Friday, February 05, 2016
One from ten leaves nought
In 1961, when Jamaica voted by referendum to withdraw from the West Indies Federation, Dr Eric Williams, then Premier of Trinidad and Tobago, said “one from ten leaves nought”.
This statement can be interpreted to mean that there are always key ingredients in an object or event that make it unworkable, or achieve suboptimal performance. So for example, if a car does not have fuel it will not drive, while on the other hand a car with a flat tyre may still be able to move but at a significantly slower pace.
So too if we look at our economy, there are some who from the start have lamented the hardships that have come as a result of the fiscal programme, and at the same time talk about development. The fact, however, is that development could not have happened until we were able to fix our fiscal and debt situation. As a result the necessary adjustments, which created the downturn, were an essential part of any development that was to take place.
I think that many have accepted that reality, with the exception of a few diehards who still believe that it is always going to be possible to have economic and social prosperity without sacrifice. And it is not surprising, as even at the individual level there are many who believe that sacrifice is not necessary for success, and so they will borrow to buy the most expensive cars when they are young, only to face the reality at retirement.
Now that we are at a point where the fiscal and legislative reforms have borne fruit (as we see from the confidence sentiments, low inflation and interest rates, improved capital market, relative exchange rate stability, etc), it is now necessary for us to realise what the next ingredient is to move to the next level of economic and social development.
To illustrate, growing an economy or a company is similar to riding a century (100 miles). The first 50 miles may be the easiest, but even if you can’t easily get to the first 50 miles, you can still be in condition to go the full century. As you progress, however, every additional mile is going to require more fluids, food, and physical and mental toughness.
So it is with our economic and social development. Getting to a point of fiscal and macroeconomic stability is an essential base, but to move from this base to the next 50 miles of real economic and social development is going to require more, and different strategies, than what we used to complete the first half of the journey.
This, of course, is one of the challenges we have had with implementing Vision 2030. The fact is that we have sought to make it happen without any real attempt to change the bureaucratic and social environment needed for us to realise that vision. The result is that we are pressing the gas pedal with the emergency brake still engaged. The car may move slightly with the emergency brake engaged, but the performance will be way below what is required to get anywhere soon.
New thinking needed
It is important for us to understand this as we move from fiscal and macroeconomic reform to sustained economic and social development. In short, for this to happen it will require a different and bold way of thinking, as the strategies that got us to this point cannot be the same ones to get us through the next 50 miles of the race.

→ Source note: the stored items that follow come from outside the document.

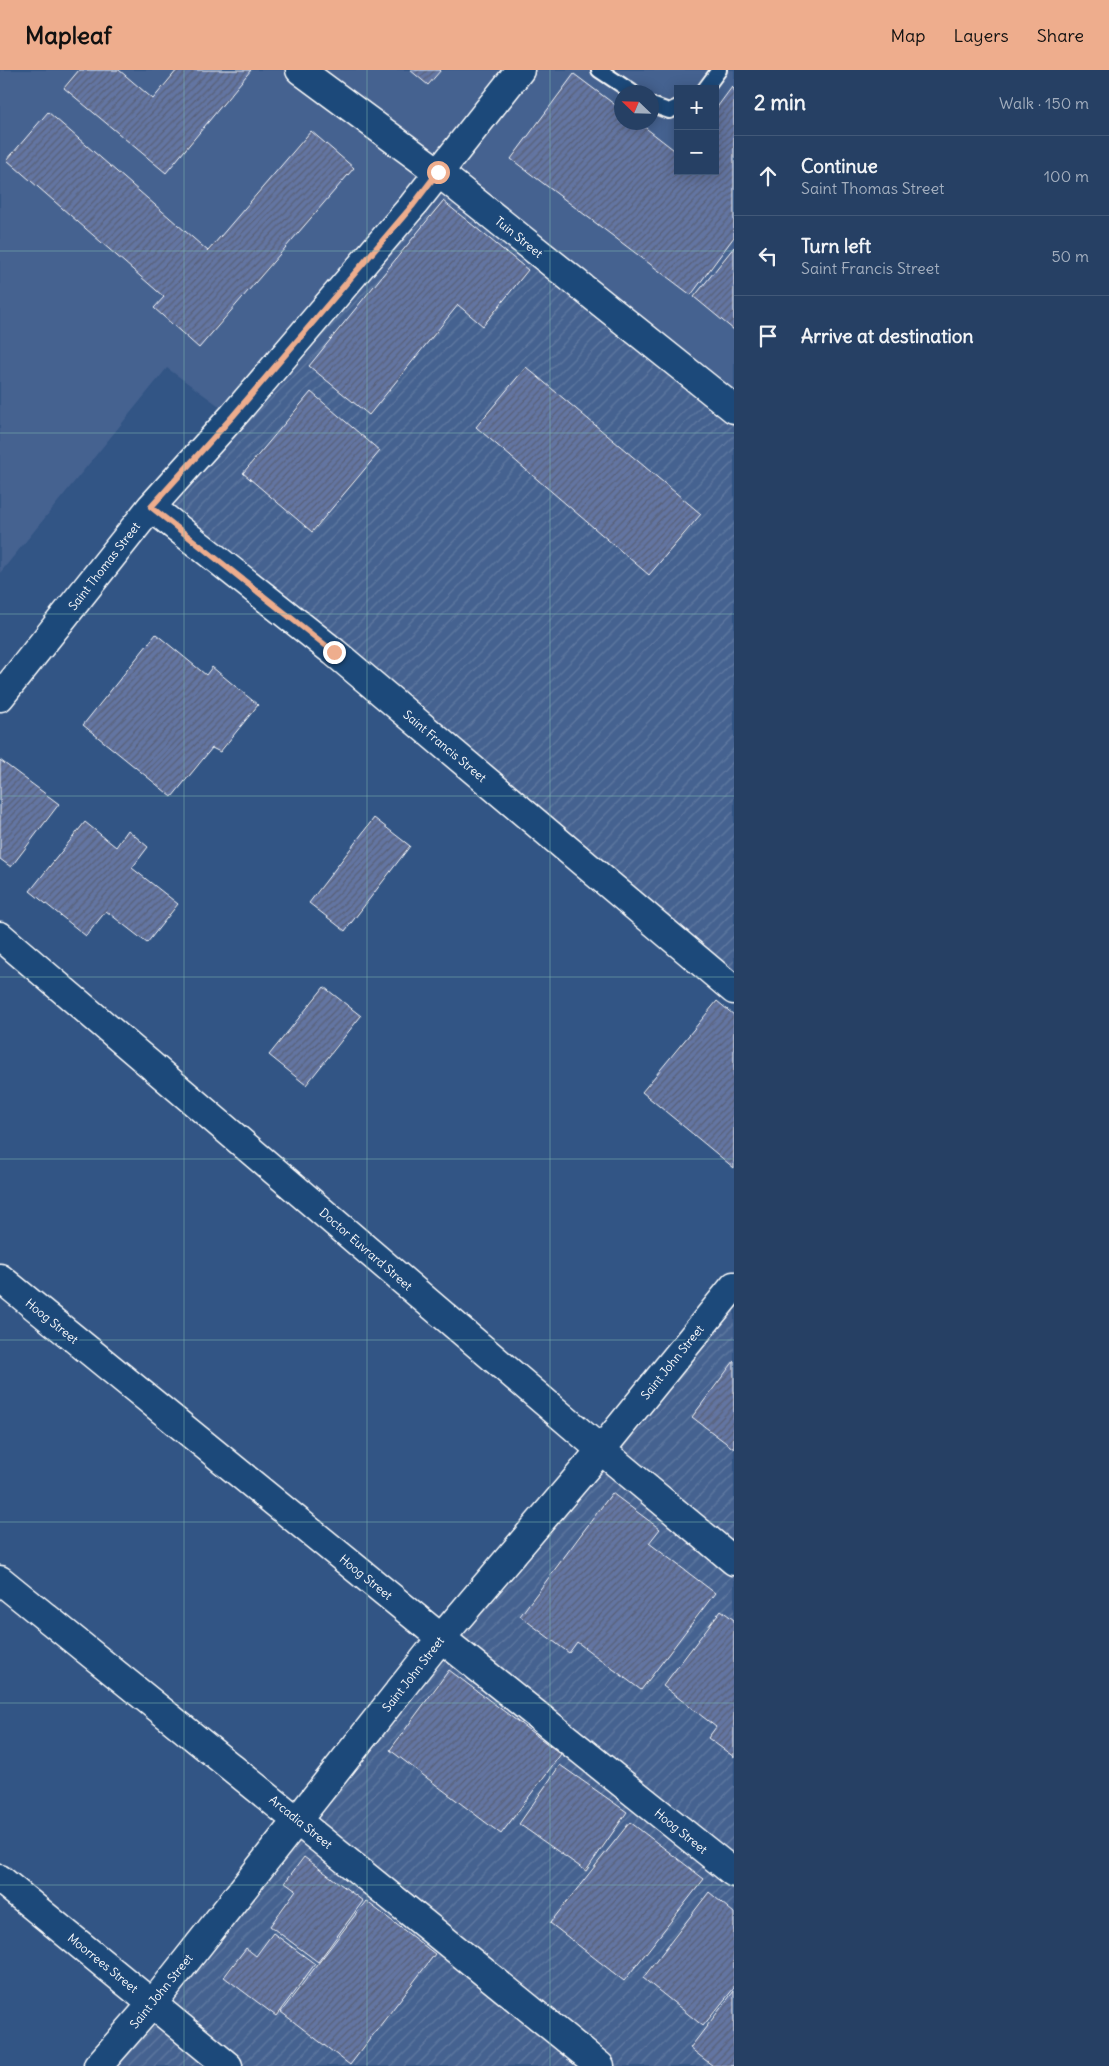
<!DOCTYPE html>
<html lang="en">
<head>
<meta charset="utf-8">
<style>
  :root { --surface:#264064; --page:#2e476a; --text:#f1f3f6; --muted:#a4afbf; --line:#425978; --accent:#eead8d }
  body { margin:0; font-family:Delius,sans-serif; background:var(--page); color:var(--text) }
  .controls { position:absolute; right:15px; top:15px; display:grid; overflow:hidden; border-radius:0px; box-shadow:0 2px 12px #0003 }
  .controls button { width:45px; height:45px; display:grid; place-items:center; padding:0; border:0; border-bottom:1px solid var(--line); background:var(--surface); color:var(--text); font:25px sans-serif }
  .compass { position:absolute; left:614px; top:15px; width:45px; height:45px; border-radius:50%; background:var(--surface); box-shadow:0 2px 12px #0003; rotate:293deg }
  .stop { position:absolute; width:15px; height:15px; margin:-11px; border:4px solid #eead8d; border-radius:50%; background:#fff }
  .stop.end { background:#eead8d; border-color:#fff; box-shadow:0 1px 5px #0008 }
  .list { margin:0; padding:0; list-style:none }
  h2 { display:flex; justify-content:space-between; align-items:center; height:65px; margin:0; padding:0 20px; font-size:21px }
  h2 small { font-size:16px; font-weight:400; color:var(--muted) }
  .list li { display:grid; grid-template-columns:32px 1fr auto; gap:15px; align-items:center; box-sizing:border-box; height:80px; padding:0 20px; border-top:1px solid var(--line) }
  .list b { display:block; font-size:19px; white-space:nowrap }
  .list p { margin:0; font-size:16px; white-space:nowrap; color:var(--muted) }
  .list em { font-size:16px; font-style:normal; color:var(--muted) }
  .icon { flex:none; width:28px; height:28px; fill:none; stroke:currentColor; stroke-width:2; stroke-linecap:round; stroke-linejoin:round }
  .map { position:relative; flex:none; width:734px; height:1996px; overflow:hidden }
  header { display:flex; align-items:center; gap:30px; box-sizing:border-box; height:70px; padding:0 25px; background:var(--accent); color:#111 }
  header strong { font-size:24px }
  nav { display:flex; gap:28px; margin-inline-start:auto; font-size:18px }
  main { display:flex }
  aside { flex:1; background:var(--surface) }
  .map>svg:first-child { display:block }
  .built { fill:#456290; fill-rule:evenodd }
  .industrial { fill:url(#industrial-furrows) }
  .building { fill:url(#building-hatch); stroke:#fff }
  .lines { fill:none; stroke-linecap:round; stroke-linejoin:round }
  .lane-casing { stroke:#fff; stroke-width:18 }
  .street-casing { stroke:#fff; stroke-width:31 }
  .lane { stroke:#1f4a7a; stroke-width:14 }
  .street { stroke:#1f4a7a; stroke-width:28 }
  .route { stroke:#eead8d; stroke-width:6 }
  .grid { fill:none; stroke:#7bb4af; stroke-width:1; stroke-opacity:0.55 }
  .labels { text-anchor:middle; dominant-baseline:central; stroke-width:4; stroke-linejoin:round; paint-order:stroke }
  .street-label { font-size:12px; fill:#fff; stroke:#1f4a7a }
</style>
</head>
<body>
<header>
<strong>Mapleaf</strong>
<nav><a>Map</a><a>Layers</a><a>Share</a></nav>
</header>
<main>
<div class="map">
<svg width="734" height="1996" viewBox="0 0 734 1996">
  <defs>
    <pattern id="industrial-furrows" width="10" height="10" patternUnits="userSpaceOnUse" patternTransform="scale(1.25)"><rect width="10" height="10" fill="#456290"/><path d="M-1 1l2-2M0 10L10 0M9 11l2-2" fill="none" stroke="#617aa1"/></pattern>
    <pattern id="building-hatch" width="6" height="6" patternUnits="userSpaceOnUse" patternTransform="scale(1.25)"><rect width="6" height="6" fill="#6375a2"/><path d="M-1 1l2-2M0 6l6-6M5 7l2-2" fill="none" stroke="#586077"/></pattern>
  </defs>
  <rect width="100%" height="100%" fill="#325585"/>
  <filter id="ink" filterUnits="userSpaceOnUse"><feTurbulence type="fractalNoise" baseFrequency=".02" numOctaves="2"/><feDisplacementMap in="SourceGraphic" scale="10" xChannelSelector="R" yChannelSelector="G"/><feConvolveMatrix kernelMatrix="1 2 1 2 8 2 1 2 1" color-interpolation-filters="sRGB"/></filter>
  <g filter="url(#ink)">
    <!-- built -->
    <path class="built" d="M0,0H734V339L233,346L167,298L0,503ZM678,19H715V101H678ZM622,22H652V52H622Z"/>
    <!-- industrial -->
    <path class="industrial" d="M438,102L734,339V920L151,437Z
      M734,1216V1996H98Z"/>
    <!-- building -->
    <path class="building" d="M79,0H119L153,29L177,0H251L166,103L64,18Z
      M410,0H441L428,15Z
      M574,4L622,40V52H638L678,83V101H715V40L732,17L734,19V167L691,225L511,89Z
      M48,42L208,181L311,61L354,98L199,278L154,238L164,227L7,90Z
      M443,131L528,200L483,256L458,235L369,345L309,296Z
      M734,177V260L694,227Z
      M526,297L701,444L649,505L476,357Z
      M311,322L380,381L312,462L243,403Z
      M156,564L206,605L212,597L258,635L220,682L212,678L172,727L83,655Z
      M0,690L59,734L11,797L0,789Z
      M374,748L410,776L345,861L309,833Z
      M85,752L116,777L128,760L148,777L132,798L178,834L147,873L106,841L86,866L30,821Z
      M324,917L361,946L306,1015L269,985Z
      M717,931L734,945V1098L642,1022Z
      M734,1291V1379L692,1347Z
      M612,1423L660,1459L649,1473L715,1523L641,1620L577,1572L569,1583L520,1546Z
      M721,1540L734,1550V1687L708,1668L716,1657L663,1616Z
      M449,1600L561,1684L501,1764L390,1680Z
      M560,1695L627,1742L586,1801L519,1754Z
      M630,1752L704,1809L624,1911L550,1853Z
      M304,1787L363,1831L318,1892L270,1856L296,1820L285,1812Z
      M709,1822L734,1843V1918L703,1956L643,1908Z
      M366,1831L435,1884L350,1995L281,1942Z
      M273,1863L315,1894L276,1946L224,1907L246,1878L256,1886Z
      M734,1921V1996H713L690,1978Z"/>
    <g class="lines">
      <!-- lane casing -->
      <g class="lane-casing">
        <path id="lane" d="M599,0L632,22
          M705,19L719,0
          M652,35L669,41L678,37"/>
      </g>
      <!-- street casing -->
      <g class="street-casing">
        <path id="street" d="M300,0L438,102L734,339
          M151,437L334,582L734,920
          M0,627L151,437L233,346L413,135L520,0
          M0,866L601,1380L734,1491
          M0,1208L441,1568L734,1803
          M0,1510L600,1996
          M0,1809L228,1996
          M98,1996L153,1933L441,1568L601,1380L734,1216"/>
      </g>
      <!-- lane -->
      <use href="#lane" class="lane"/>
      <!-- street -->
      <use href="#street" class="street"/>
    </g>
  </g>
  <g class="lines" filter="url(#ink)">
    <!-- route -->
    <path class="route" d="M334,582L151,437L233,346L413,135L438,102"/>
  </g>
  <!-- grid -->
  <path class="grid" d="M184,0V1996M367,0V1996M550,0V1996M0,181H734M0,363H734M0,544H734M0,726H734M0,907H734M0,1089H734M0,1270H734M0,1452H734M0,1633H734M0,1815H734"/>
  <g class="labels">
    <!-- street labels -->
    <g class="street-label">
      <text transform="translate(519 167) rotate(39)">Tuin Street</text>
      <text transform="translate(104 496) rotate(-52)">Saint Thomas Street</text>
      <text transform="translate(445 676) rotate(40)">Saint Francis Street</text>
      <text transform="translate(366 1179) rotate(41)">Doctor Euvrard Street</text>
      <text transform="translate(52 1251) rotate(39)">Hoog Street</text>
      <text transform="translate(672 1292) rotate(-51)">Saint John Street</text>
      <text transform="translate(366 1507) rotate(39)">Hoog Street</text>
      <text transform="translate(413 1604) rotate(-52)">Saint John Street</text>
      <text transform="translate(301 1752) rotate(39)">Arcadia Street</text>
      <text transform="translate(681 1761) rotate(39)">Hoog Street</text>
      <text transform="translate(103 1893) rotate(39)">Moorrees Street</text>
      <text transform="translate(161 1921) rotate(-51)">Saint John Street</text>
    </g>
  </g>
</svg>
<div class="controls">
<button>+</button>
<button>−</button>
</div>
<svg class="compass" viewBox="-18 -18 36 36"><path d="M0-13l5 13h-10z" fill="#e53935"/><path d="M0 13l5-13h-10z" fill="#a4afbf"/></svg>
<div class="stop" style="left:438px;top:102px"></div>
<div class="stop end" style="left:334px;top:582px"></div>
</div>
<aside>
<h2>2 min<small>Walk · 150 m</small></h2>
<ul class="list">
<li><svg class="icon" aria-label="ahead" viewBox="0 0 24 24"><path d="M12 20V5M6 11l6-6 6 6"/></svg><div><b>Continue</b><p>Saint Thomas Street</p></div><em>100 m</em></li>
<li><svg class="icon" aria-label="left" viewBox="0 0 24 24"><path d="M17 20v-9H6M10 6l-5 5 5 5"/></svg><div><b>Turn left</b><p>Saint Francis Street</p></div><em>50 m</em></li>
<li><svg class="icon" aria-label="arrive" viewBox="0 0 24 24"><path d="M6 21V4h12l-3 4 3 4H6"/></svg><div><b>Arrive at destination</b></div></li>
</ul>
</aside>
</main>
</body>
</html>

For this reason I have always maintained that any strategy that focuses primarily on fiscal revenues will do so to the detriment of economic and social progress. This is because the nature of a focus on fiscal revenues is in contrast to incentivising productivity and investment. Therefore, it is important for us to find the optimal balance, where fiscal revenues are maximised and productivity and investments are optimal.
This is the mistake that we have always made with our fiscal accounts, and as a result have always put more and more taxes in place only to watch economic performance stagnate over the years.
Today, my view is that the economic reform programme of the past three years has created a very attractive base for us to now move to the next level of real economic and social development, like no other time that I can remember. Whereas in the ‘90s we were attractive for debt, today we are seen as the best place in the Caribbean to do business (Forbes andDoing Business Report) — a significant contrast.
The only way to move to the next level is to now get the ingredients necessary for it all to come together. It is going to require a new and bold way of thinking. Not the old linear way of saying that if we increase fees and taxes, then more will come to the government coffers. Or that every business person is trying to run a scam.
It is going to require even more public-private partnerships (which has been one of the reasons over the past three years for the progress we have made). It is going to require bold moves such as charting a way for more competitive tax rates by reducing rates, and even setting out a programme to gradually move from direct to indirect taxes. It is going to require an assault on indiscipline, such as road indiscipline, and clamping down on night noises. It is going to require investing significant sums in the security forces, not just for equipment but for training, and demanding even more accountability. It is going to require that we take decisions — such as was taken with the oil hedge — and realise that we won’t win every time, but that we take decisions based on risks to the stability of the country. It is going to require political maturity to rally around a common cause, and for us as individuals to be tolerant of each other’s views and to vote based on issues and to move away from welfare politics.
Unless we can make this paradigm shift in our thinking, then we will always be reminded that “one from ten leaves nought”.